EXERCISE INSTRUCTIONS: Scan the records for the string "accent"; copy each line where it occurs.

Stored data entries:
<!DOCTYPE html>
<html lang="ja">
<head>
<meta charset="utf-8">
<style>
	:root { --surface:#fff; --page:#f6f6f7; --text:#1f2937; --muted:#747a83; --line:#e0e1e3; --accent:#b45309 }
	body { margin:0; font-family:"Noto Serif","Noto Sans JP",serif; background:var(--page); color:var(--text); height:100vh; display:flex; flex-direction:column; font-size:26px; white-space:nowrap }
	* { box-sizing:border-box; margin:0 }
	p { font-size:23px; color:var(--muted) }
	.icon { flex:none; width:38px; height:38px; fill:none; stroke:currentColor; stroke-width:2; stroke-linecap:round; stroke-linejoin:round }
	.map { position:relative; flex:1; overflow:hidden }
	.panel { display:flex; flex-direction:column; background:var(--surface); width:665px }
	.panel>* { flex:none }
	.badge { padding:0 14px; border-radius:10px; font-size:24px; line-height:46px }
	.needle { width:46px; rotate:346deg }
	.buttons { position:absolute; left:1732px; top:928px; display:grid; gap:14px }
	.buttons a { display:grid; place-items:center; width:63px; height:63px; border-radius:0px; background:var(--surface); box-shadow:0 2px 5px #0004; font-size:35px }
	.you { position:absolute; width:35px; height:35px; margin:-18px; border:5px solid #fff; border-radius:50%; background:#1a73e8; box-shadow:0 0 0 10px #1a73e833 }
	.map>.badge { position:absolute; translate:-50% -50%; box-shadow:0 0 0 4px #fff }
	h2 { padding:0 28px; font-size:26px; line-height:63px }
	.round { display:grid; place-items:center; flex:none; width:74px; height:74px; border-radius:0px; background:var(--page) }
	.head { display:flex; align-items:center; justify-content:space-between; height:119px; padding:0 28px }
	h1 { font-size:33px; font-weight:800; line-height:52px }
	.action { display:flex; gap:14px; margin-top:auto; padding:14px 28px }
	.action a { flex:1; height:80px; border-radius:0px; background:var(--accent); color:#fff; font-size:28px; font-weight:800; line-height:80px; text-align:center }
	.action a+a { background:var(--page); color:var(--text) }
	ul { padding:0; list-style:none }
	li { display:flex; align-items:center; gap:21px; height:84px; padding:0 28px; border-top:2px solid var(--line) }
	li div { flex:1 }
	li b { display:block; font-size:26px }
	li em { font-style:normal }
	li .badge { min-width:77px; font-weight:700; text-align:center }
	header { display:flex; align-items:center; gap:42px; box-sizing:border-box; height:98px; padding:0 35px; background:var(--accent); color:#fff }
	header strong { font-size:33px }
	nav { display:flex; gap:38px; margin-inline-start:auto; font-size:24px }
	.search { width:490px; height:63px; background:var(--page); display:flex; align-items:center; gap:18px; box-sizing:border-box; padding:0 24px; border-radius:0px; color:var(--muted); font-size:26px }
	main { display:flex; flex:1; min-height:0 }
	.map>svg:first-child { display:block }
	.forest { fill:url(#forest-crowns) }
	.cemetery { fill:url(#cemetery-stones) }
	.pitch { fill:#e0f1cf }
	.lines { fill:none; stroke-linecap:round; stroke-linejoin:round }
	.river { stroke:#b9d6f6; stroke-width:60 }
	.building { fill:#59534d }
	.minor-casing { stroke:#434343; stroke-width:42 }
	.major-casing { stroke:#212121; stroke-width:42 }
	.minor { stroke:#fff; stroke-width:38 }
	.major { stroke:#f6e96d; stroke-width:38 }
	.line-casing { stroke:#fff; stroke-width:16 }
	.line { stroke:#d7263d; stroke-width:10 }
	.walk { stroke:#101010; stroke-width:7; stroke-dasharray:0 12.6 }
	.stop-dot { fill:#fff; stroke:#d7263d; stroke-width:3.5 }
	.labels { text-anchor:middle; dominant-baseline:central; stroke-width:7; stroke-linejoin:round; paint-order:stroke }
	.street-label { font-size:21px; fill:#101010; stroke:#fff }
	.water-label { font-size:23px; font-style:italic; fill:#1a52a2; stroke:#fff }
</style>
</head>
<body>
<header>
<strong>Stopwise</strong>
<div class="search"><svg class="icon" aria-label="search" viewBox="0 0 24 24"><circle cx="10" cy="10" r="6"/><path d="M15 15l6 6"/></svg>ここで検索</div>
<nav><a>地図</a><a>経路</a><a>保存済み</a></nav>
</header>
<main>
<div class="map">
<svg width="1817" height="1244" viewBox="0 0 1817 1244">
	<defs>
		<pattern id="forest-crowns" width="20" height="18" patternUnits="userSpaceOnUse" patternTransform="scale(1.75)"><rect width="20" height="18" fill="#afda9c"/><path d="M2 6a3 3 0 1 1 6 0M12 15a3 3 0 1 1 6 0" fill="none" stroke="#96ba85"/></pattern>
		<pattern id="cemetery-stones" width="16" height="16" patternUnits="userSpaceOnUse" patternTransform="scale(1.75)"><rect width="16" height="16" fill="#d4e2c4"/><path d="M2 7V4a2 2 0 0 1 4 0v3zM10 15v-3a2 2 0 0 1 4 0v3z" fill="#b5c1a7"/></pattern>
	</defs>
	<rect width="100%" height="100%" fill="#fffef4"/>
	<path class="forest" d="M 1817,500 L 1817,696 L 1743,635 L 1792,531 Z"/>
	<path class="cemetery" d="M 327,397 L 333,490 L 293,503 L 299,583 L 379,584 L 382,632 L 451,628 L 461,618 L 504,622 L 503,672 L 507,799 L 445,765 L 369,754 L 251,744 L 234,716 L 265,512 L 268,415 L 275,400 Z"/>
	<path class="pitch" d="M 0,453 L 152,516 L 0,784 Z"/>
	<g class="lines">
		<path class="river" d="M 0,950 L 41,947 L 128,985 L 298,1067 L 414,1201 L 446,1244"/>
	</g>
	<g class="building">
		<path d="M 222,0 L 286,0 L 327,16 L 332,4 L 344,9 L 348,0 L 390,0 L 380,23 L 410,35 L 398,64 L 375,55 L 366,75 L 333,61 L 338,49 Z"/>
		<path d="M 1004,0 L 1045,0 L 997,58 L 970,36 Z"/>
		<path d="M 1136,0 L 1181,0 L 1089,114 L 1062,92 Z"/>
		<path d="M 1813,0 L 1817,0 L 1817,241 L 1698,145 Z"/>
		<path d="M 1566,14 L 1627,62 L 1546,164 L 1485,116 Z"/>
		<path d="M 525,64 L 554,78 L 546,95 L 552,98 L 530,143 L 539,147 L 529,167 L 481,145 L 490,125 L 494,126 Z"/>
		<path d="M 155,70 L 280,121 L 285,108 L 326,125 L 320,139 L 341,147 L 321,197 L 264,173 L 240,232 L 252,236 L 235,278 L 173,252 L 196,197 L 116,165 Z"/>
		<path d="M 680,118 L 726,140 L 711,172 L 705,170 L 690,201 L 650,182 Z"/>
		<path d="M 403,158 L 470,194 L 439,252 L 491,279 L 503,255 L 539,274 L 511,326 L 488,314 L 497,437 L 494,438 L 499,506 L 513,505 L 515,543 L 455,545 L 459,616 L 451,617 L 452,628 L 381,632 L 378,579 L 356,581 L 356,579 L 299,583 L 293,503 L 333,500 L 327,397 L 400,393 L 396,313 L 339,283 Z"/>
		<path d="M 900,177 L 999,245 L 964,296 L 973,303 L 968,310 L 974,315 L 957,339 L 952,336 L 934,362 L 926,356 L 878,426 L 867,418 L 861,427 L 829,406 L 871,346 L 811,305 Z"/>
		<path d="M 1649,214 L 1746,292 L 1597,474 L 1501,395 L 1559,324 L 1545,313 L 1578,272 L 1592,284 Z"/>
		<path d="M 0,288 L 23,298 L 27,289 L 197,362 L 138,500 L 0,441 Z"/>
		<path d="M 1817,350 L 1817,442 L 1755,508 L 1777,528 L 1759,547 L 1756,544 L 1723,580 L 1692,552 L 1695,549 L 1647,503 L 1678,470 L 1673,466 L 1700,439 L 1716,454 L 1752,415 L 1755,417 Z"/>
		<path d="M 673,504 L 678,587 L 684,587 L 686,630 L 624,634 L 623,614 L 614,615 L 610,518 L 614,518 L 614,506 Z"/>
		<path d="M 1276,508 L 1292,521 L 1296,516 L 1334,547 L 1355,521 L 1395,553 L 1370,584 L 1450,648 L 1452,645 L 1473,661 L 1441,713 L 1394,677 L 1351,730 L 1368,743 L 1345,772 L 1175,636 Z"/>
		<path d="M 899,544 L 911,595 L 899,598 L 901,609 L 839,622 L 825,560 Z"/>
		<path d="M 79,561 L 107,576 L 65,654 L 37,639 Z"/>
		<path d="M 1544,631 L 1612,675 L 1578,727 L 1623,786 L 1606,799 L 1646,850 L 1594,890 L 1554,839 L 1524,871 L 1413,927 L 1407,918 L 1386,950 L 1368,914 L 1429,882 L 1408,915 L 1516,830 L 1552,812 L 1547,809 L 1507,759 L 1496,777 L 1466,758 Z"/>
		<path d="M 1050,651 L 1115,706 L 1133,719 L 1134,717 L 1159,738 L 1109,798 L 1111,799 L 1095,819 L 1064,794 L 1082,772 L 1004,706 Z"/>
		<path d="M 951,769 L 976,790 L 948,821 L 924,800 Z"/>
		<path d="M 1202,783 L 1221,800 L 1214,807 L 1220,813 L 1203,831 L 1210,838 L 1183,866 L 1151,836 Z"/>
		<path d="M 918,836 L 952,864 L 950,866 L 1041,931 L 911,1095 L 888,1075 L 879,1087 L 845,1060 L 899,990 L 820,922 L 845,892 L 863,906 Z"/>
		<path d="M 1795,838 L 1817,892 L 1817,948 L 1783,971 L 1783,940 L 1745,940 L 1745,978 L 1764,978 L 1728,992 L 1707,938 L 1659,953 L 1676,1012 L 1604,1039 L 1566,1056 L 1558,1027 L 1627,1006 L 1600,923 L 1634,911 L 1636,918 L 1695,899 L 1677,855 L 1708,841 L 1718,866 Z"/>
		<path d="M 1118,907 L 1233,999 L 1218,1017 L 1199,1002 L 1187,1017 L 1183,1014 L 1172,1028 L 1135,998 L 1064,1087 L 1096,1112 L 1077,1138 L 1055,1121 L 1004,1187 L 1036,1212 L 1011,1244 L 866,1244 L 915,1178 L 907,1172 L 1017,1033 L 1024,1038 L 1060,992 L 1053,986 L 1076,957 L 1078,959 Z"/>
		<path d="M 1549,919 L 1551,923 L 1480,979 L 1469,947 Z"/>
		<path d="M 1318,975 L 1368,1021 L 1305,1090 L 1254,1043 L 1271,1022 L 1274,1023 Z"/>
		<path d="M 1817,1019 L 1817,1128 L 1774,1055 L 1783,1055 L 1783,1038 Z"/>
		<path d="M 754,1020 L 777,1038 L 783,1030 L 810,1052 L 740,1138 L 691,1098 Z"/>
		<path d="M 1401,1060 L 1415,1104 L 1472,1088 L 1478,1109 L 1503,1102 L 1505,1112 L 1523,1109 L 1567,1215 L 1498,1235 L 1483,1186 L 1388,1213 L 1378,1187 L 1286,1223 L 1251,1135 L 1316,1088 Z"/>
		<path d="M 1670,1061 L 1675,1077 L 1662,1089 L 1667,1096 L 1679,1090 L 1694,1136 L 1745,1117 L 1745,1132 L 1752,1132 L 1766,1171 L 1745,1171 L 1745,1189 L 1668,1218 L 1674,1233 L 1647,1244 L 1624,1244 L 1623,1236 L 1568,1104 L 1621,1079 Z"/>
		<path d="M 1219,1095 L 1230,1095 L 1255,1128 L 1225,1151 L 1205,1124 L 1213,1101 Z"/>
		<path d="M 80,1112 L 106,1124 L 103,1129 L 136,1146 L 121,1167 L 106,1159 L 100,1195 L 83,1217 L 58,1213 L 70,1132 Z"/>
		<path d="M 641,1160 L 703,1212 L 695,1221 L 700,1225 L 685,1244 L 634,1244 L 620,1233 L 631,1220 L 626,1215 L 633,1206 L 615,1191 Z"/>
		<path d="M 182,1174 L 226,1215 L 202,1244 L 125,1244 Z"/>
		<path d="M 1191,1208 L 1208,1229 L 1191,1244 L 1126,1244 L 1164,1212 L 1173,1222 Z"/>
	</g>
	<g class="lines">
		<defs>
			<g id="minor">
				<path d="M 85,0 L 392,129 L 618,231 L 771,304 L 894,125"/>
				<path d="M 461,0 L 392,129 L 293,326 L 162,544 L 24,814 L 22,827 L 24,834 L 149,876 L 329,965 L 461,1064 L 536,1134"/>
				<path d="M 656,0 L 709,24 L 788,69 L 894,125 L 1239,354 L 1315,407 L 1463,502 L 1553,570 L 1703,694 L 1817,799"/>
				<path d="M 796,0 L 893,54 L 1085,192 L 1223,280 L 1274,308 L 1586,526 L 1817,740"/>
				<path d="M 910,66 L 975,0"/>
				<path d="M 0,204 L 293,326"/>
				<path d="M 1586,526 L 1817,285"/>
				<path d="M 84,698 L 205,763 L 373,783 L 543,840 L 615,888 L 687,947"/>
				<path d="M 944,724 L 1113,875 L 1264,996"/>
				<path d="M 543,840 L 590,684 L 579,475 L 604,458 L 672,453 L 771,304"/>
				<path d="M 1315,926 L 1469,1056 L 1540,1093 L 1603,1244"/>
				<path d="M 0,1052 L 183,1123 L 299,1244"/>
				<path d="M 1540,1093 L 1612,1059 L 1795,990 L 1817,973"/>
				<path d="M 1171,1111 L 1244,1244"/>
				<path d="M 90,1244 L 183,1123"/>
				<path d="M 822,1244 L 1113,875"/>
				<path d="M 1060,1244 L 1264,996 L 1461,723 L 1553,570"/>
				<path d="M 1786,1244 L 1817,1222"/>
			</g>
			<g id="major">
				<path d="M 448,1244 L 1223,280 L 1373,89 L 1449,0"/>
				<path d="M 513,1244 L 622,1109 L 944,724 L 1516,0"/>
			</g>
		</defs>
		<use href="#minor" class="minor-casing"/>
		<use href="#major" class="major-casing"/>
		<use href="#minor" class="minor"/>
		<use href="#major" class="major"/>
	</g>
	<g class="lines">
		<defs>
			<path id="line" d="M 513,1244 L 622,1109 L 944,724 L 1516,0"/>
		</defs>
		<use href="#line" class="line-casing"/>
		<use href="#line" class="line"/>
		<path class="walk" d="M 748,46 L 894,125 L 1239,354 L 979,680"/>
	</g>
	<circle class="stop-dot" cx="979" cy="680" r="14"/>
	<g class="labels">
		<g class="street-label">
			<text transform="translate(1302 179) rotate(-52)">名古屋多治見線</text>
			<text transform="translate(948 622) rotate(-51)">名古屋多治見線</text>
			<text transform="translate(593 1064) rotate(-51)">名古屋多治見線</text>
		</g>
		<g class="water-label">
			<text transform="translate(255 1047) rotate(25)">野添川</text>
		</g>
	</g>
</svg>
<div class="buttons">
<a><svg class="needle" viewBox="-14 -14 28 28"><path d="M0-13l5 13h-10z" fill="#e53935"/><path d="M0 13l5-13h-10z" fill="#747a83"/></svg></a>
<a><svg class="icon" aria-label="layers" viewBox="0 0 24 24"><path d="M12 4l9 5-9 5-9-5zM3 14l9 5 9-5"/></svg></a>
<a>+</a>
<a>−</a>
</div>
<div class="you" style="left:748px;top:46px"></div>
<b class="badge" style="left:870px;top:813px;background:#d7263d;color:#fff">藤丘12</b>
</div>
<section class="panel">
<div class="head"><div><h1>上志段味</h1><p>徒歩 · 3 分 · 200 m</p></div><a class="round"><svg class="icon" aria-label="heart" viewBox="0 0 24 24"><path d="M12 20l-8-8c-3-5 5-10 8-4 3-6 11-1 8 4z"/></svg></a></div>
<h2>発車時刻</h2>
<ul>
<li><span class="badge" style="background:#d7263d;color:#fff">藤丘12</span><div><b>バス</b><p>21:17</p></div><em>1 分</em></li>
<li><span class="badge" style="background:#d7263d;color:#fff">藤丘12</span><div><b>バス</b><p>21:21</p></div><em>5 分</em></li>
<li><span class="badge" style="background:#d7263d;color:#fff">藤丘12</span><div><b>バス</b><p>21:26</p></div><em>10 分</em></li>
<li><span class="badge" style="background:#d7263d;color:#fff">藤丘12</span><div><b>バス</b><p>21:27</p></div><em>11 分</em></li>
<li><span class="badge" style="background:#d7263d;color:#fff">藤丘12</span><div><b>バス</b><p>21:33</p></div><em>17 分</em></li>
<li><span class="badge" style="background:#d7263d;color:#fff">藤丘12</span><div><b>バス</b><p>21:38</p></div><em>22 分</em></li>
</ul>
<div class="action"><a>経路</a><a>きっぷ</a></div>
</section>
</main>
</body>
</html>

TASK ANSWER:
	:root { --surface:#fff; --page:#f6f6f7; --text:#1f2937; --muted:#747a83; --line:#e0e1e3; --accent:#b45309 }
	.action a { flex:1; height:80px; border-radius:0px; background:var(--accent); color:#fff; font-size:28px; font-weight:800; line-height:80px; text-align:center }
	header { display:flex; align-items:center; gap:42px; box-sizing:border-box; height:98px; padding:0 35px; background:var(--accent); color:#fff }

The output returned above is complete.